Je suis vice-présidente numérique de l'Université Grenoble-Alpes, un établissement public expérimental créé en janvier 2020. L'UGA est composé de 60 000 étudiants et 7 500 personnels, dont 550 enseignants et chercheurs et 2 000 personnels administratifs. A Grenoble, nous avons identifié plusieurs types d'inclusions : pour le numérique et par le numérique. Cette notion fait écho à celle d'accessibilité numérique. Nous avons mené des actions d'inclusion pour accéder aux formations au numérique. Ces actions désignatives sont menées en particulier pour inciter les lycéennes à suivre des études dans le domaine du numérique, dans l'objectif de féminiser ces métiers. Nous avons également mené des actions pour permettre à tous d'accéder à l'usage du numérique, en déployant notamment PIX, qui a été généralisé à la rentrée scolaire 2019 et qui permet, en sus de l'acquisition de compétences numériques, le développement de compétences liées à l'usage et la maîtrise de l'information acquise via le numérique. L'an dernier, 150 sessions PIX ont été organisées, qui ont donné lieu à 700 certifications environ.

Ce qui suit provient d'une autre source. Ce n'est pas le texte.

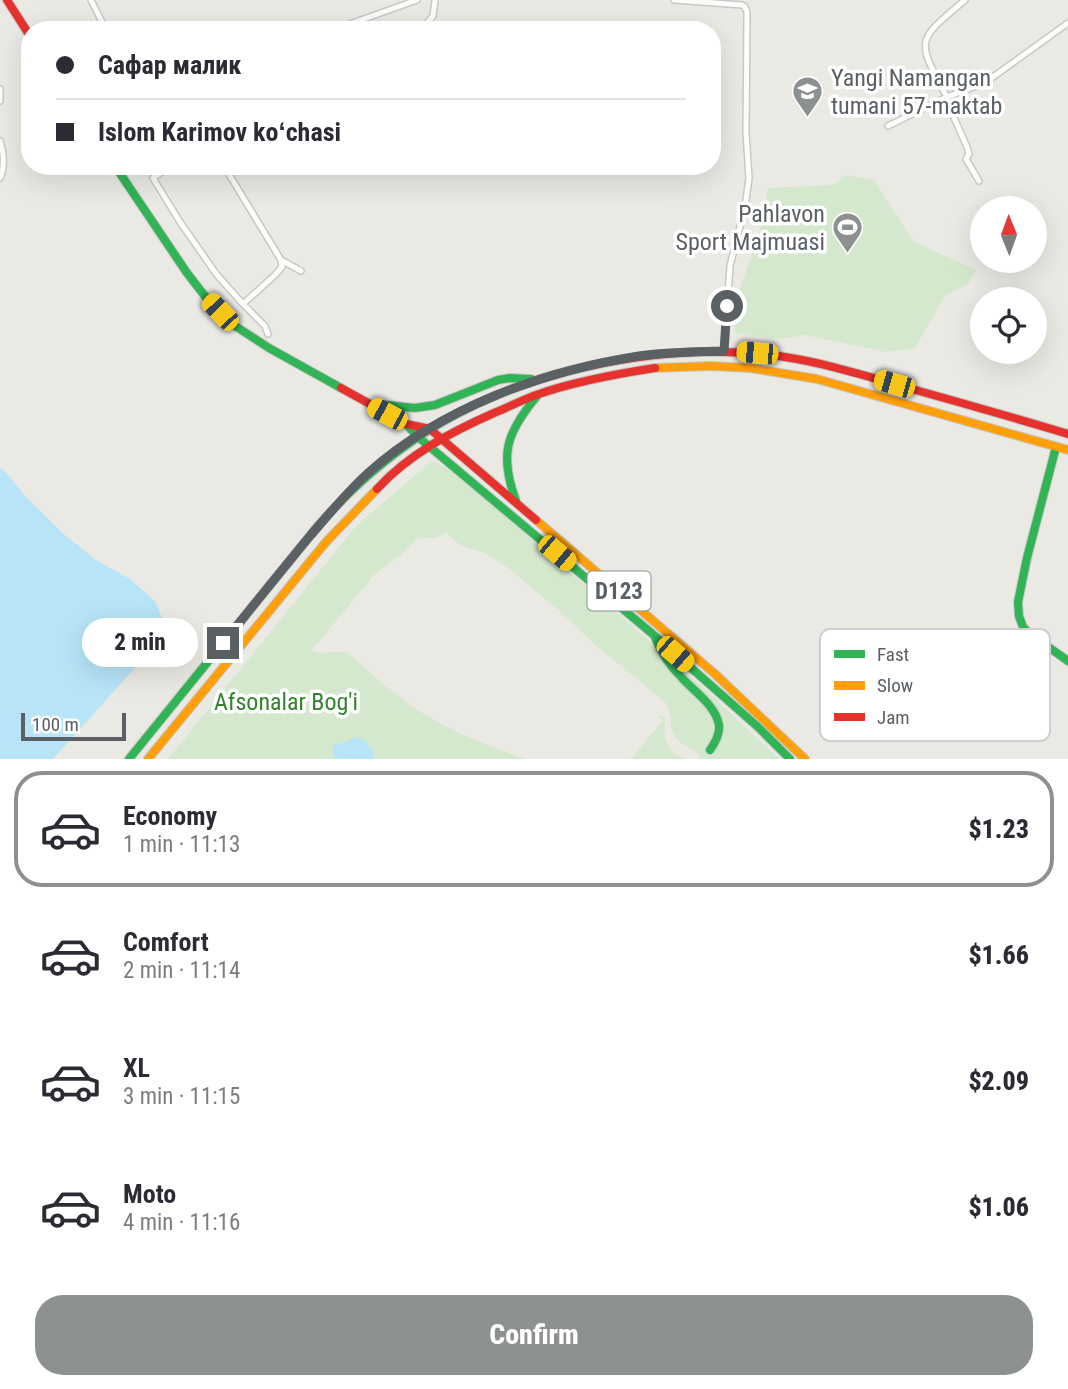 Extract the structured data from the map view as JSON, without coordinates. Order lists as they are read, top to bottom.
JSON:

Concernant la question de l'inclusion de personnes grâce au numérique, des actions ont été menées en direction d'étudiants et de personnels en situation de handicap, sportifs et actifs de haut niveau et à distance, notamment dans les territoires éloignés de notre académie. Dans le domaine de la fracture numérique, lorsque nos étudiants sont sur nos campus, la fracture numérique, qui est une de nos priorités depuis de nombreuses années, est relativement bien maîtrisée. Nous avons ainsi une centaine de salles d'accès libre, proposant environ 1 500 postes informatiques à disposition des étudiants sans équipement informatique. La connexion wifi couvre quant à elle l'ensemble de nos campus. Ces deux dernières années, nous avons travaillé sur une extension du service Eduroam dans la ville. Ce projet a abouti en décembre 2019.

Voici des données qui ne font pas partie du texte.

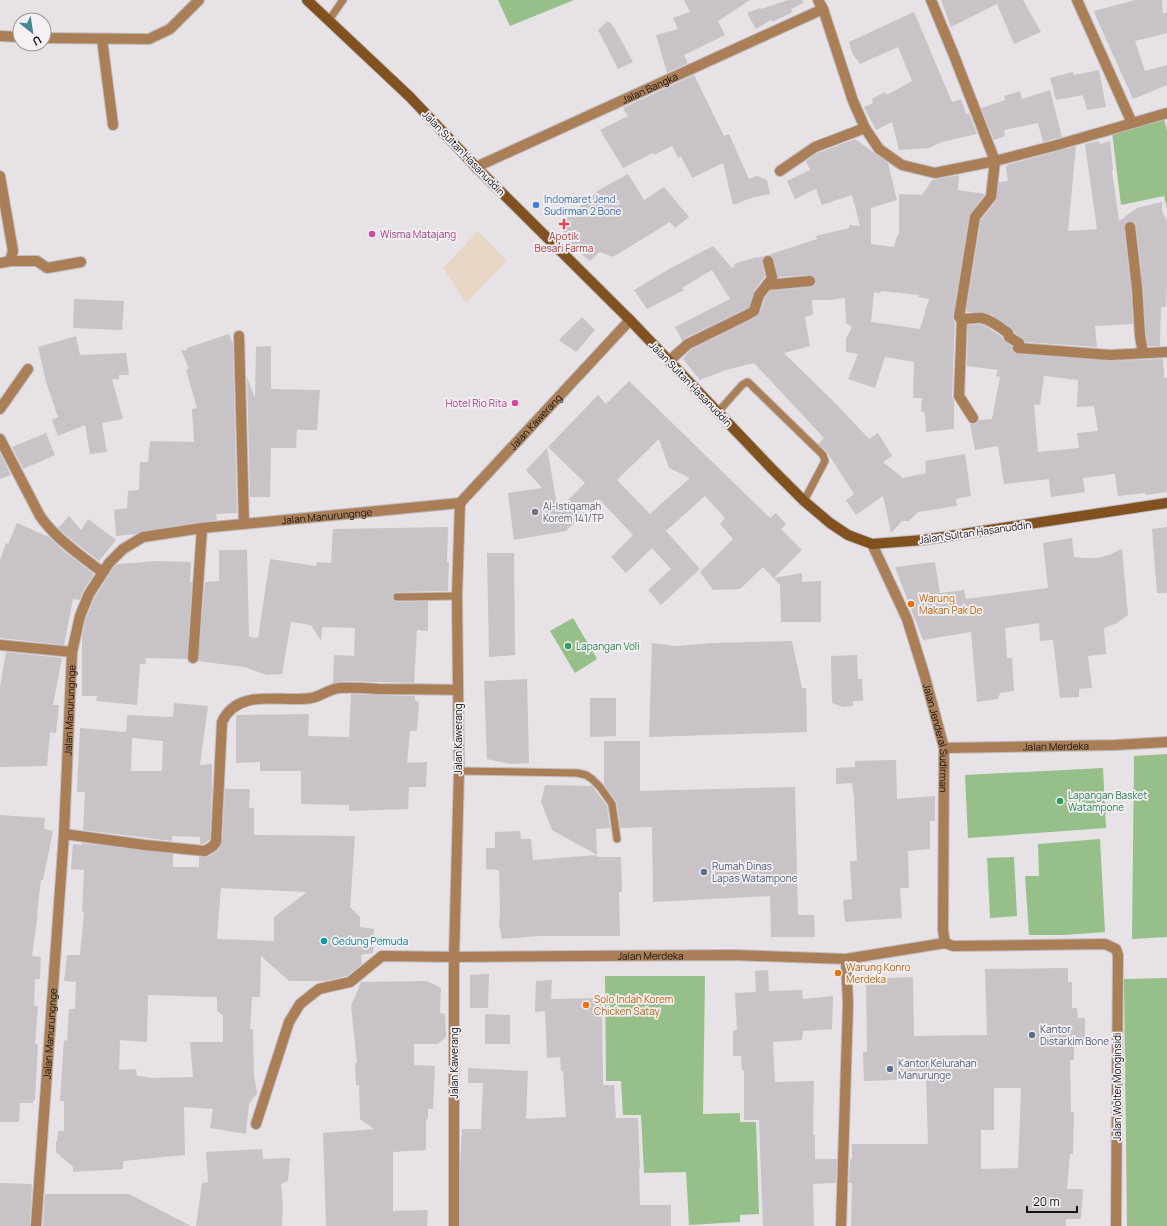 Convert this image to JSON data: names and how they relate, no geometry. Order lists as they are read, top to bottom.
{
  "streets": {
    "main road": ["Jalan Sultan Hasanuddin"],
    "street": [
      "Jalan Bangka",
      "Jalan Kawerang",
      "Jalan Manurungnge",
      "Jalan Jenderal Sudirman",
      "Jalan Merdeka",
      "Jalan Wolter Monginsidi"
    ]
  },
  "crossings": [
    ["Jalan Bangka", "Jalan Sultan Hasanuddin"],
    ["Jalan Sultan Hasanuddin", "Jalan Kawerang"],
    ["Jalan Sultan Hasanuddin", "Jalan Jenderal Sudirman"],
    ["Jalan Kawerang", "Jalan Manurungnge"],
    ["Jalan Kawerang", "Jalan Merdeka"],
    ["Jalan Jenderal Sudirman", "Jalan Merdeka"],
    ["Jalan Jenderal Sudirman", "Jalan Wolter Monginsidi"],
    ["Jalan Merdeka", "Jalan Wolter Monginsidi"]
  ],
  "places": {
    "other": [
      "Indomaret Jend. Sudirman 2 Bone",
      "Wisma Matajang",
      "Hotel Rio Rita",
      "Al-Istiqamah Korem 141/TP",
      "Warung Makan Pak De",
      "Lapangan Voli",
      "Lapangan Basket Watampone",
      "Rumah Dinas Lapas Watampone",
      "Gedung Pemuda",
      "Warung Konro Merdeka",
      "Solo Indah Korem Chicken Satay",
      "Kantor Distarkim Bone",
      "Kantor Kelurahan Manurunge"
    ],
    "health": ["Apotik Besari Farma"]
  },
  "scale_bar": "20 m",
  "north": "bottom right"
} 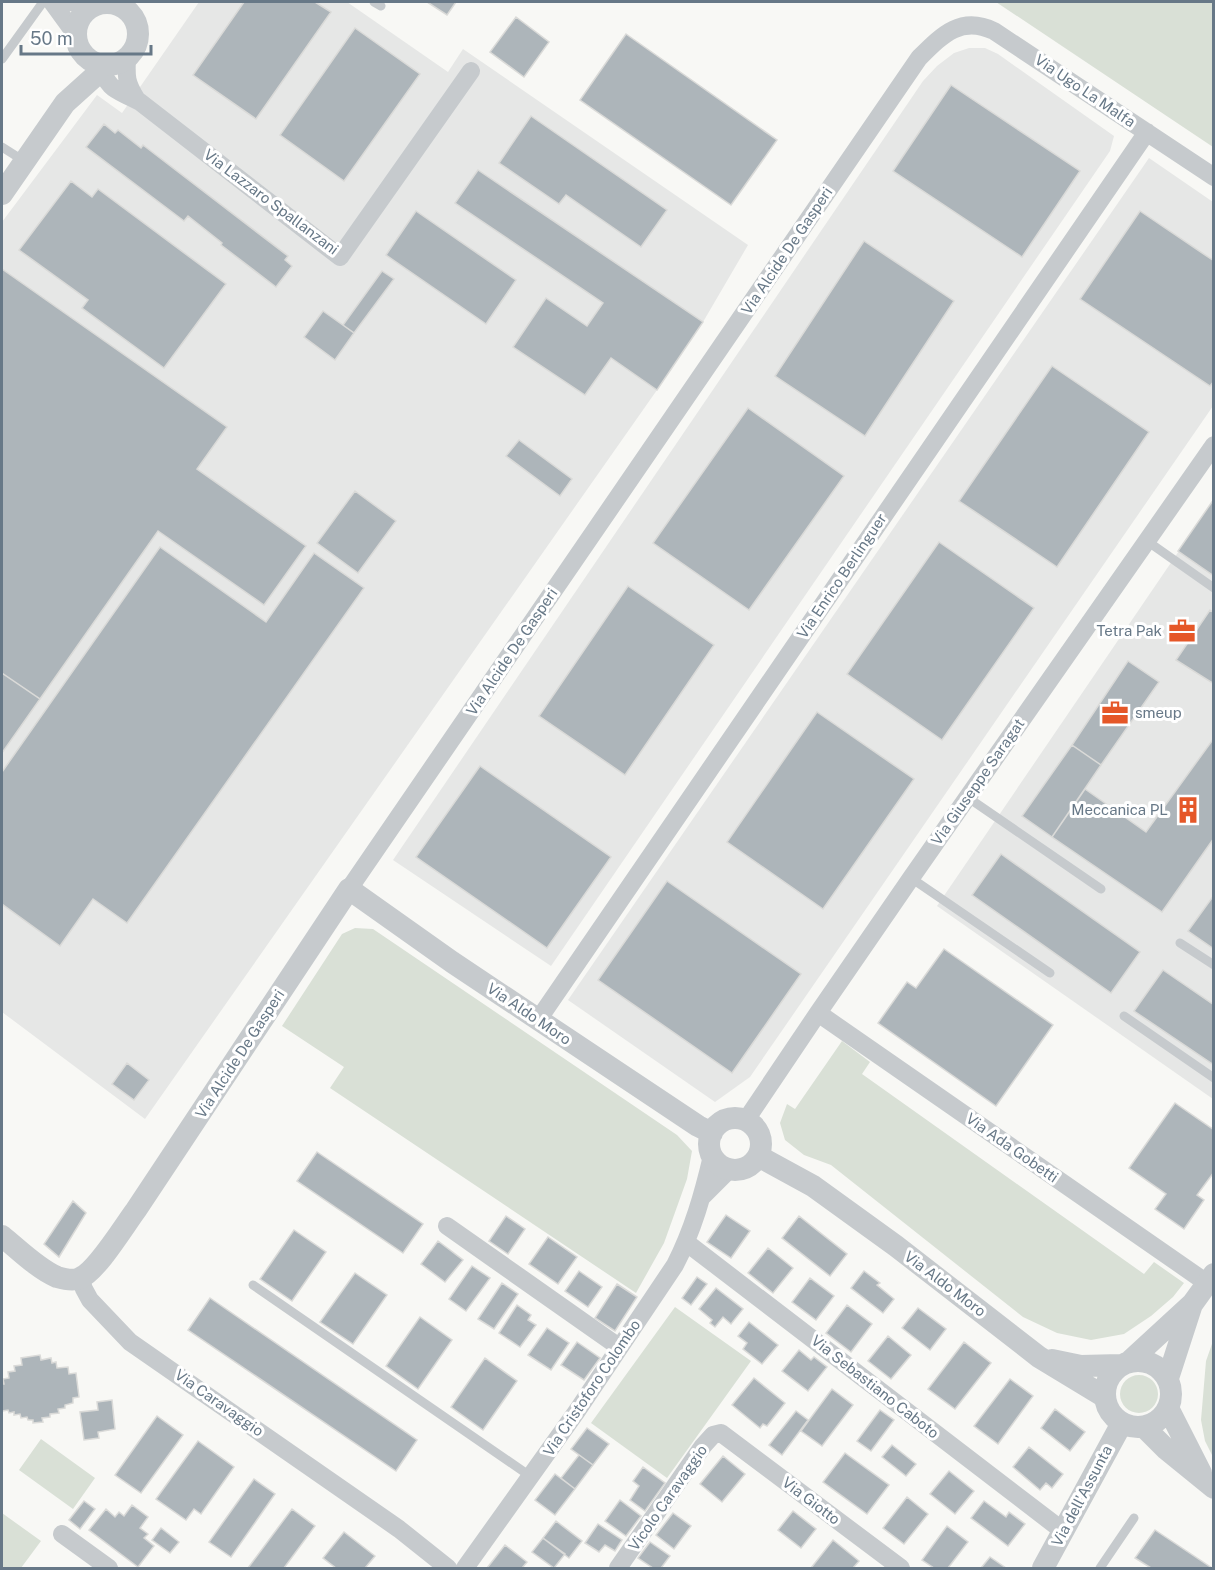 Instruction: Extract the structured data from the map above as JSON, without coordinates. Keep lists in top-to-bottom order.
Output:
{
  "streets": {
    "street": [
      "Via Ugo La Malfa",
      "Via Lazzaro Spallanzani",
      "Via Alcide De Gasperi",
      "Via Enrico Berlinguer",
      "Via Giuseppe Saragat",
      "Via Aldo Moro",
      "Via Ada Gobetti",
      "Via Sebastiano Caboto",
      "Via Cristoforo Colombo",
      "Via Caravaggio",
      "Via dell'Assunta",
      "Vicolo Caravaggio",
      "Via Giotto"
    ]
  },
  "crossings": [
    ["Via Ugo La Malfa", "Via Alcide De Gasperi"],
    ["Via Ugo La Malfa", "Via Enrico Berlinguer"],
    ["Via Alcide De Gasperi", "Via Aldo Moro"],
    ["Via Alcide De Gasperi", "Via Caravaggio"],
    ["Via Enrico Berlinguer", "Via Aldo Moro"],
    ["Via Giuseppe Saragat", "Via Aldo Moro"],
    ["Via Giuseppe Saragat", "Via Ada Gobetti"],
    ["Via Giuseppe Saragat", "Via Cristoforo Colombo"],
    ["Via Aldo Moro", "Via Cristoforo Colombo"],
    ["Via Aldo Moro", "Via dell'Assunta"],
    ["Via Sebastiano Caboto", "Via Cristoforo Colombo"],
    ["Via Sebastiano Caboto", "Via dell'Assunta"],
    ["Vicolo Caravaggio", "Via Giotto"]
  ],
  "places": {
    "office": ["Tetra Pak", "smeup"],
    "building": ["Meccanica PL"]
  },
  "scale_bar": "50 m"
}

Pendant le confinement, nos étudiants ont été confrontés à une nouvelle forme de fracture numérique : celle de notre territoire académique, puisque plus de 50 % d'entre eux sont retournés se confiner chez leurs parents. En sus des outils numériques ou de la connexion, nous avons dû faire face aux zones blanches. Nous sommes en difficulté pour trouver des solutions vis-à-vis de ces aspects. Nous avons néanmoins mené un certain nombre d'actions afin d'équiper les étudiants en leur envoyant des clés 4G pour pallier cette rupture de connexion. Nous avons également développé un partenariat avec un cluster, Digital League, qui est composé de 500 PME dans le domaine du numérique. Ce partenariat perdurera par la suite.

Enfin, en ce qui concerne l'hybridation des formations, nous proposons depuis plusieurs années des programmes d'enseignement hybrides. La dématérialisation des formations, si elle est souhaitée par les équipes pédagogiques, peut donc être conduite via des plateformes numériques déjà en place et l'accompagnement des enseignants, qui le relaient vers les étudiants.

Debut de section - Permalien
Younès Bennani, vice-président Transformation numérique de l'Université Sorbonne Paris Nord

Nous vivons aujourd'hui une révolution de compétences qui représente une réelle opportunité, en particulier pour un département comme la Seine-Saint-Denis, où se situe l'Université Sorbonne Paris Nord. Dans ce département, plus de 7 jeunes sur 10 voient leur avenir dans le numérique, 10 % de plus que la moyenne nationale. Durant la crise sanitaire, nous avons souvent parlé de la fracture numérique, qui touche toutes les populations mais ne se limite pas au matériel, à la connexion ou à l'alimentation en électricité. Elle touche aussi les compétences nécessaires pour utiliser le numérique.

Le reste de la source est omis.